INSTRUCTIONS TO FOLLOW:
Search the listing for the string "JSON". Copy every line that has it.

DATASET SECTION:
====

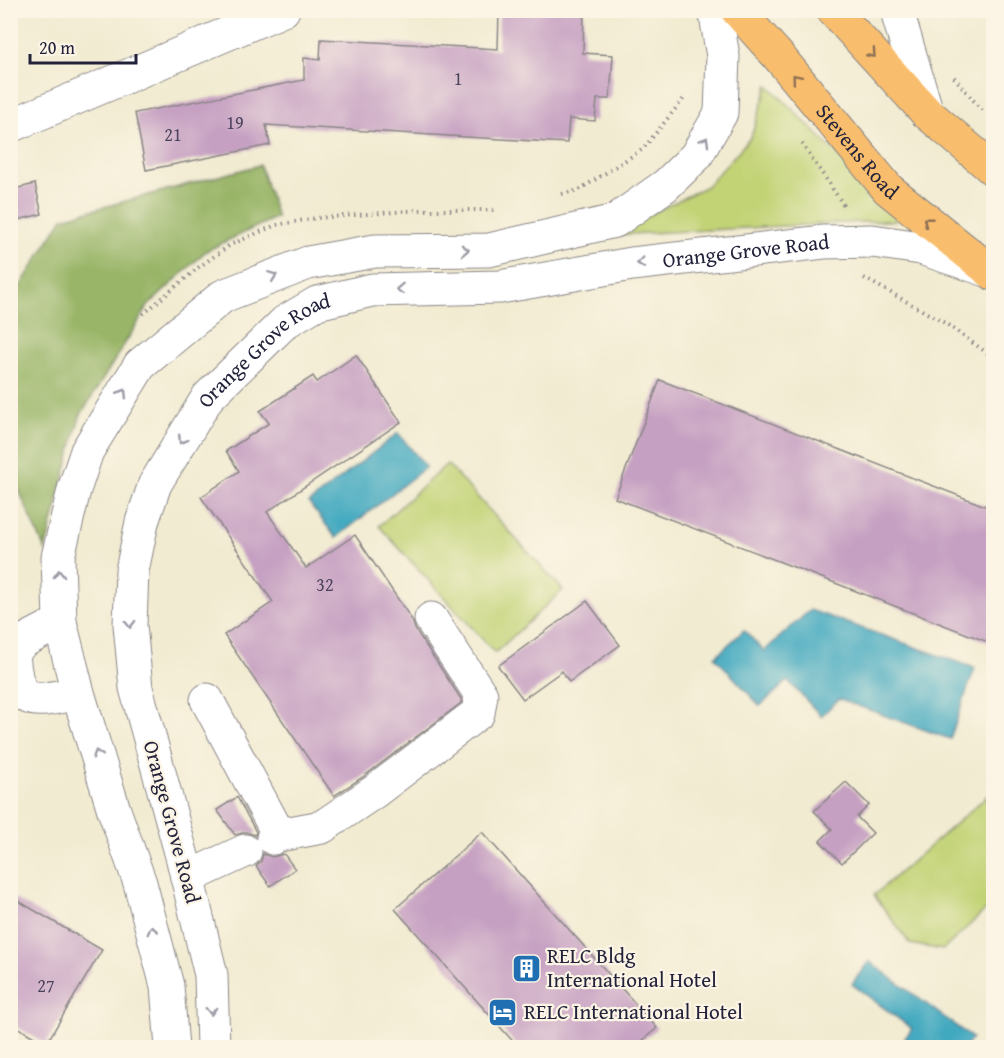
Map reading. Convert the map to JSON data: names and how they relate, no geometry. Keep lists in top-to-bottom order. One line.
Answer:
{"streets":{"main road":["Stevens Road"],"street":["Orange Grove Road"]},"crossings":[["Stevens Road","Orange Grove Road"]],"places":{"building":["RELC Bldg International Hotel"],"hotel":["RELC International Hotel"]},"house_numbers":["1","19","21","32","27"],"scale_bar":"20 m"}
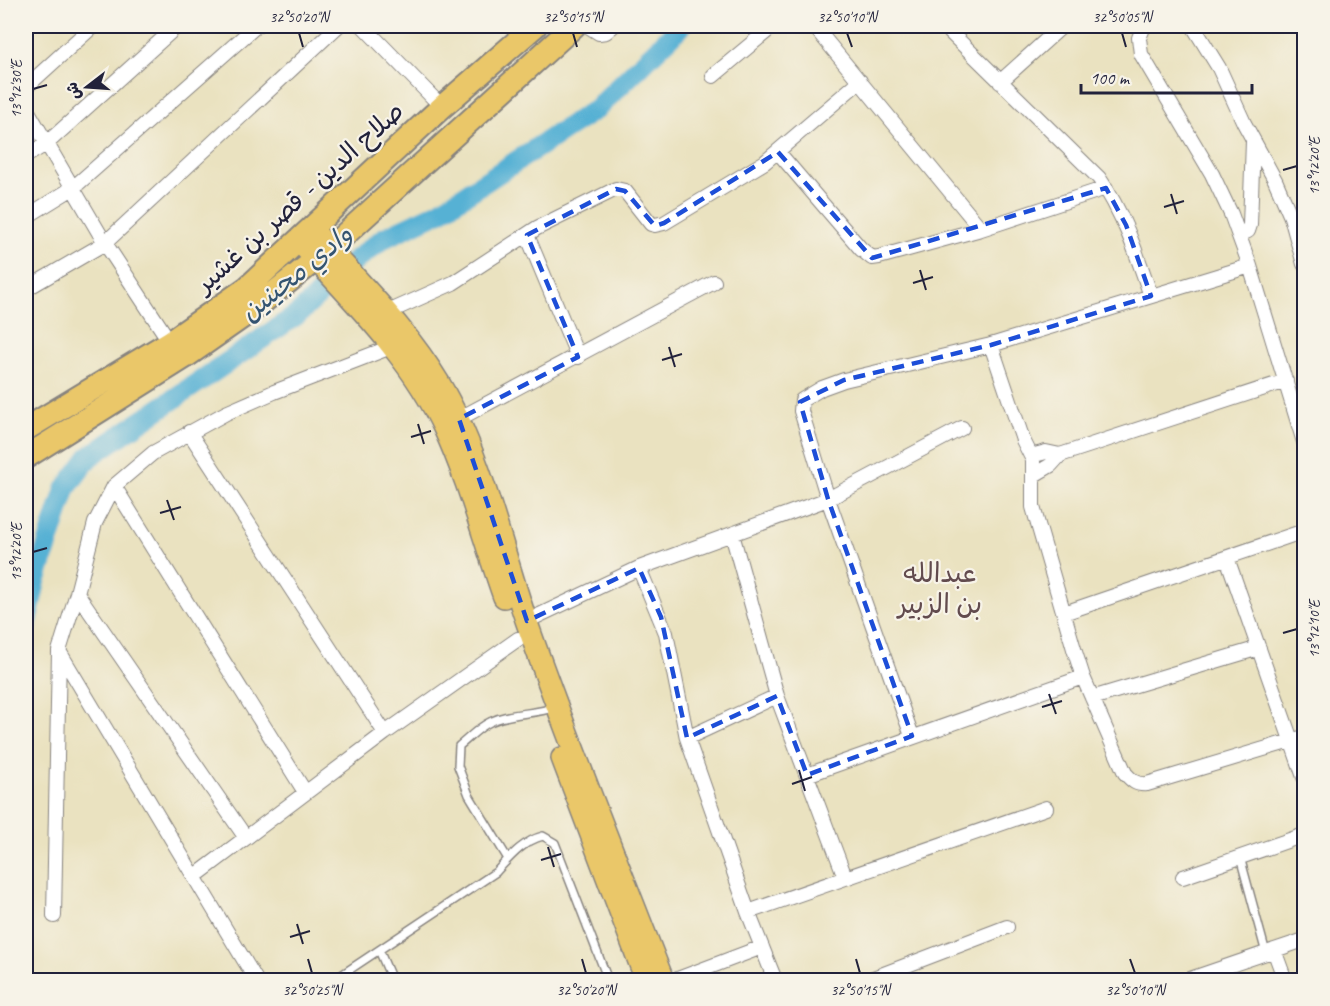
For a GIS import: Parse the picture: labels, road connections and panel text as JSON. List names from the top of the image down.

====

RESPONSE:
Map reading. Convert the map to JSON data: names and how they relate, no geometry. Keep lists in top-to-bottom order. One line.
For a GIS import: Parse the picture: labels, road connections and panel text as JSON. List names from the top of the image down.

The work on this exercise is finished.